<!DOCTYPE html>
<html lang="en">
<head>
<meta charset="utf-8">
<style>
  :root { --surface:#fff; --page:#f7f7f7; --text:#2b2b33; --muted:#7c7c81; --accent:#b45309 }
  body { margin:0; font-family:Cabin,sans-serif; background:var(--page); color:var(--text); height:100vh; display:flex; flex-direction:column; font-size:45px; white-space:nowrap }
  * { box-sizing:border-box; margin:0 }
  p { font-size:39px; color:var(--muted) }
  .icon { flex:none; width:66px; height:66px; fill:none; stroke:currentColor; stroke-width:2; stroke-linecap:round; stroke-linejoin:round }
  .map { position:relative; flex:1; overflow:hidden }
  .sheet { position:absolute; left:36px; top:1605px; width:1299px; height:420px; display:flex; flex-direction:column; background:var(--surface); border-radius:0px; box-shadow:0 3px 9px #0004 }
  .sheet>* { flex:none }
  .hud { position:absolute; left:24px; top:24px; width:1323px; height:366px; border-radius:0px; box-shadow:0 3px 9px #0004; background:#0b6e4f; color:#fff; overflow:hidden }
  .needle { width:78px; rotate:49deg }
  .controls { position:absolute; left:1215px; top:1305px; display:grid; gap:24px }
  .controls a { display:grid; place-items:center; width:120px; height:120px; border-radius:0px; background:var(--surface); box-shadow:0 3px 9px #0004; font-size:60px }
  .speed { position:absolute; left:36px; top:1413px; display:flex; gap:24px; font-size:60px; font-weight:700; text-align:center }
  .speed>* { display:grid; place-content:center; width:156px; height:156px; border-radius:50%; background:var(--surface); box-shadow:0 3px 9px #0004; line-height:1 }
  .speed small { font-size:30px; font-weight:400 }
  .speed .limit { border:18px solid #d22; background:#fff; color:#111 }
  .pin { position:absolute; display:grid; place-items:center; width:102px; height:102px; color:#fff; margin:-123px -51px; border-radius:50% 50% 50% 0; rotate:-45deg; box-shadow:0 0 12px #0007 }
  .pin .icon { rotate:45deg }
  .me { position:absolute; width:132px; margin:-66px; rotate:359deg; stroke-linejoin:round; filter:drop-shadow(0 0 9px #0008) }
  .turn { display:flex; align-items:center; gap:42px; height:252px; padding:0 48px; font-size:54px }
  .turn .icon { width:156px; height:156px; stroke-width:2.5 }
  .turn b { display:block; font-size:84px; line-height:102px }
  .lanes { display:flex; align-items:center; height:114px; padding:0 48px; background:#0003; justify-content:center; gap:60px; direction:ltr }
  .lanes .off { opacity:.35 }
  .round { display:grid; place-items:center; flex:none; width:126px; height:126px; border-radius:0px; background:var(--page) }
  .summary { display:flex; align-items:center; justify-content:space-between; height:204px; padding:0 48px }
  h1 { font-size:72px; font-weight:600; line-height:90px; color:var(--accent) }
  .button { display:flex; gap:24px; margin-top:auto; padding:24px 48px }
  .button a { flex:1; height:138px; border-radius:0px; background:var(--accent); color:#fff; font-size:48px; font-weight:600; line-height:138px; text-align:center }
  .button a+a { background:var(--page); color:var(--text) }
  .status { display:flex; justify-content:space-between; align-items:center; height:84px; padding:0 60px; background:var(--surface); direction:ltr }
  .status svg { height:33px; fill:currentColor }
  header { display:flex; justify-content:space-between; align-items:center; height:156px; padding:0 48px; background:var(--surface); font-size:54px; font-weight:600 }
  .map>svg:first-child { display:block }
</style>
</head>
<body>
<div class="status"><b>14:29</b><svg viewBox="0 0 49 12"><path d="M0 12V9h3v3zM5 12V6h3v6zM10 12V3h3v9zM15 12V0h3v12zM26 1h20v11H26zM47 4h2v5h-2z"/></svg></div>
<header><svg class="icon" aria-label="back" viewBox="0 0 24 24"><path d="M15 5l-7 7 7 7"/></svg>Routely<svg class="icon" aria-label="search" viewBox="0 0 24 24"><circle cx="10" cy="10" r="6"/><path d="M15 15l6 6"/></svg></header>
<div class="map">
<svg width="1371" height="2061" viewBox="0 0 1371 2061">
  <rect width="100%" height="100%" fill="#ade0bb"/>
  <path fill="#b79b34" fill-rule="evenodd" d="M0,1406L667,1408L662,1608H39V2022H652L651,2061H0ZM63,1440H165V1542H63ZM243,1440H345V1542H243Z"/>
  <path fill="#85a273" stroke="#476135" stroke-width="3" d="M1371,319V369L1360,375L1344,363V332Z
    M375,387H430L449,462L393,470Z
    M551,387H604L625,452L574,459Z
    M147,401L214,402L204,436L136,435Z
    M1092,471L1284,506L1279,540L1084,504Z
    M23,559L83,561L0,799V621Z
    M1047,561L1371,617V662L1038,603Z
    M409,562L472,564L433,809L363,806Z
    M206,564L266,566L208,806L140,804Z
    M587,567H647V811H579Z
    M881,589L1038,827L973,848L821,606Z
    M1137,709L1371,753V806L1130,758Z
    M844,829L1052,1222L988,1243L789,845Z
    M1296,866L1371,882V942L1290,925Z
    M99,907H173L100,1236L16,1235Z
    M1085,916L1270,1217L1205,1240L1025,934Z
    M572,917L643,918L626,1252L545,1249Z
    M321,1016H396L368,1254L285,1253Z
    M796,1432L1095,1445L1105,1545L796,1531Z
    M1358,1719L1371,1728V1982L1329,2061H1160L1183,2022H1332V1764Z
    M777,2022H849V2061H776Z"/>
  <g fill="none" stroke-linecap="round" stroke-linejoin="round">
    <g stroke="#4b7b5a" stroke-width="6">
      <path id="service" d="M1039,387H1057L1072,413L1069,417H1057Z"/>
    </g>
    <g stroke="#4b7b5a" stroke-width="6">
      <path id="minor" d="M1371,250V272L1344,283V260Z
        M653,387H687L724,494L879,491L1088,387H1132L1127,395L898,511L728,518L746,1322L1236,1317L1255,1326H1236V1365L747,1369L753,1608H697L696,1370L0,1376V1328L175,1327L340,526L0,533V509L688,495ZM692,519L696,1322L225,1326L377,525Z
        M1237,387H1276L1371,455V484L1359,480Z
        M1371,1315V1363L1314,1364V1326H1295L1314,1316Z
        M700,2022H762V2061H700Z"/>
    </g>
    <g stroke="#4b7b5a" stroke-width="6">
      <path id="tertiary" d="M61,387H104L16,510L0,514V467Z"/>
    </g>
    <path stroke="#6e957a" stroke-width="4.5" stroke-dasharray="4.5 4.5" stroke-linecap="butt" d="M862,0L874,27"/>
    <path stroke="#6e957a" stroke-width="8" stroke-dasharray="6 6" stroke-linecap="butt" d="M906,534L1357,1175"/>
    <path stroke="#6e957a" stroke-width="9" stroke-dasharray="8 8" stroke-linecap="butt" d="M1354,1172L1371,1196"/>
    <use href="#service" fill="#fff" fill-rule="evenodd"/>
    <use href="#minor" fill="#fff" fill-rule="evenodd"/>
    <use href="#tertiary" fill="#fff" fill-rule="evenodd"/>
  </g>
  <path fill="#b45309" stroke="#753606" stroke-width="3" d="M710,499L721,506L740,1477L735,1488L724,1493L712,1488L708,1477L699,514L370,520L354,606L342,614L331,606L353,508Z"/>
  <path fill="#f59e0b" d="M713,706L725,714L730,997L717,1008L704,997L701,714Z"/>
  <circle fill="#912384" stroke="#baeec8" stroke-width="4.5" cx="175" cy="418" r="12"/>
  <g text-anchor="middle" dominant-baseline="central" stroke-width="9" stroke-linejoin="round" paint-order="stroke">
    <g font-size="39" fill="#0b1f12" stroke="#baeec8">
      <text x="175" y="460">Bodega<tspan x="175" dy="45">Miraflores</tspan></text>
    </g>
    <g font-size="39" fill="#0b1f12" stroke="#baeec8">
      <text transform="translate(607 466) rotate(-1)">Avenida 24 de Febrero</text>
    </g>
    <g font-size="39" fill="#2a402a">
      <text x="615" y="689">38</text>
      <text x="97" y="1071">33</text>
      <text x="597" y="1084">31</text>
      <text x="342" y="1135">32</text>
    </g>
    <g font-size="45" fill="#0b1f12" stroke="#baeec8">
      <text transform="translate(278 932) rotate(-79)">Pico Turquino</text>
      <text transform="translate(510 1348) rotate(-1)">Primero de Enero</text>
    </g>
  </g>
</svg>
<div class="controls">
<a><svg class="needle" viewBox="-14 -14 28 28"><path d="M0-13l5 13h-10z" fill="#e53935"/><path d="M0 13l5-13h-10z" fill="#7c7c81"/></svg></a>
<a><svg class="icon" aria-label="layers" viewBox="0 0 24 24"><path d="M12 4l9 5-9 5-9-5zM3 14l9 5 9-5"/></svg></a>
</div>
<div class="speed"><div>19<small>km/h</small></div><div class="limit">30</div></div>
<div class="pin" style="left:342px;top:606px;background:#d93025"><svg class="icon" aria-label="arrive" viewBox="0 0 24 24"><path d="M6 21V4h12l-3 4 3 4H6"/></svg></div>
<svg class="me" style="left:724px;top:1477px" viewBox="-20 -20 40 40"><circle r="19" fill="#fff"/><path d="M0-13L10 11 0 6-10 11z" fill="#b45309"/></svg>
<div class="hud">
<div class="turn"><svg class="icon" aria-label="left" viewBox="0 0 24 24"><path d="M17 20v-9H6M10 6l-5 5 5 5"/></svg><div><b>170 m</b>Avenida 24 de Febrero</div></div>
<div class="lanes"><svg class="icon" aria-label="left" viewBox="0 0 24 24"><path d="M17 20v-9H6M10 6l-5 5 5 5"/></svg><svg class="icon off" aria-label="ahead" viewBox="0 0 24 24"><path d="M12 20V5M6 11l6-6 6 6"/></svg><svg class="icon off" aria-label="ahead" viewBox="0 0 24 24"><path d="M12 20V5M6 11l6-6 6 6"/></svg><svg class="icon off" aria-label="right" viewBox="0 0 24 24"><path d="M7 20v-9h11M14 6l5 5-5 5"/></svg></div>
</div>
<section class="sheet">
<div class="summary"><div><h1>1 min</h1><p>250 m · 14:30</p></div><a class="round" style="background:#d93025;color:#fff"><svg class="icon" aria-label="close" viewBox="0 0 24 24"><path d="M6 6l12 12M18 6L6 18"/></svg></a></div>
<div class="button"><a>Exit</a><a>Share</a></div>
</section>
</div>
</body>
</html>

Exercise prompt: Where the string "small" appears in a line of the listing, copy that line.

Solved exercise:
  .speed small { font-size:30px; font-weight:400 }
<div class="speed"><div>19<small>km/h</small></div><div class="limit">30</div></div>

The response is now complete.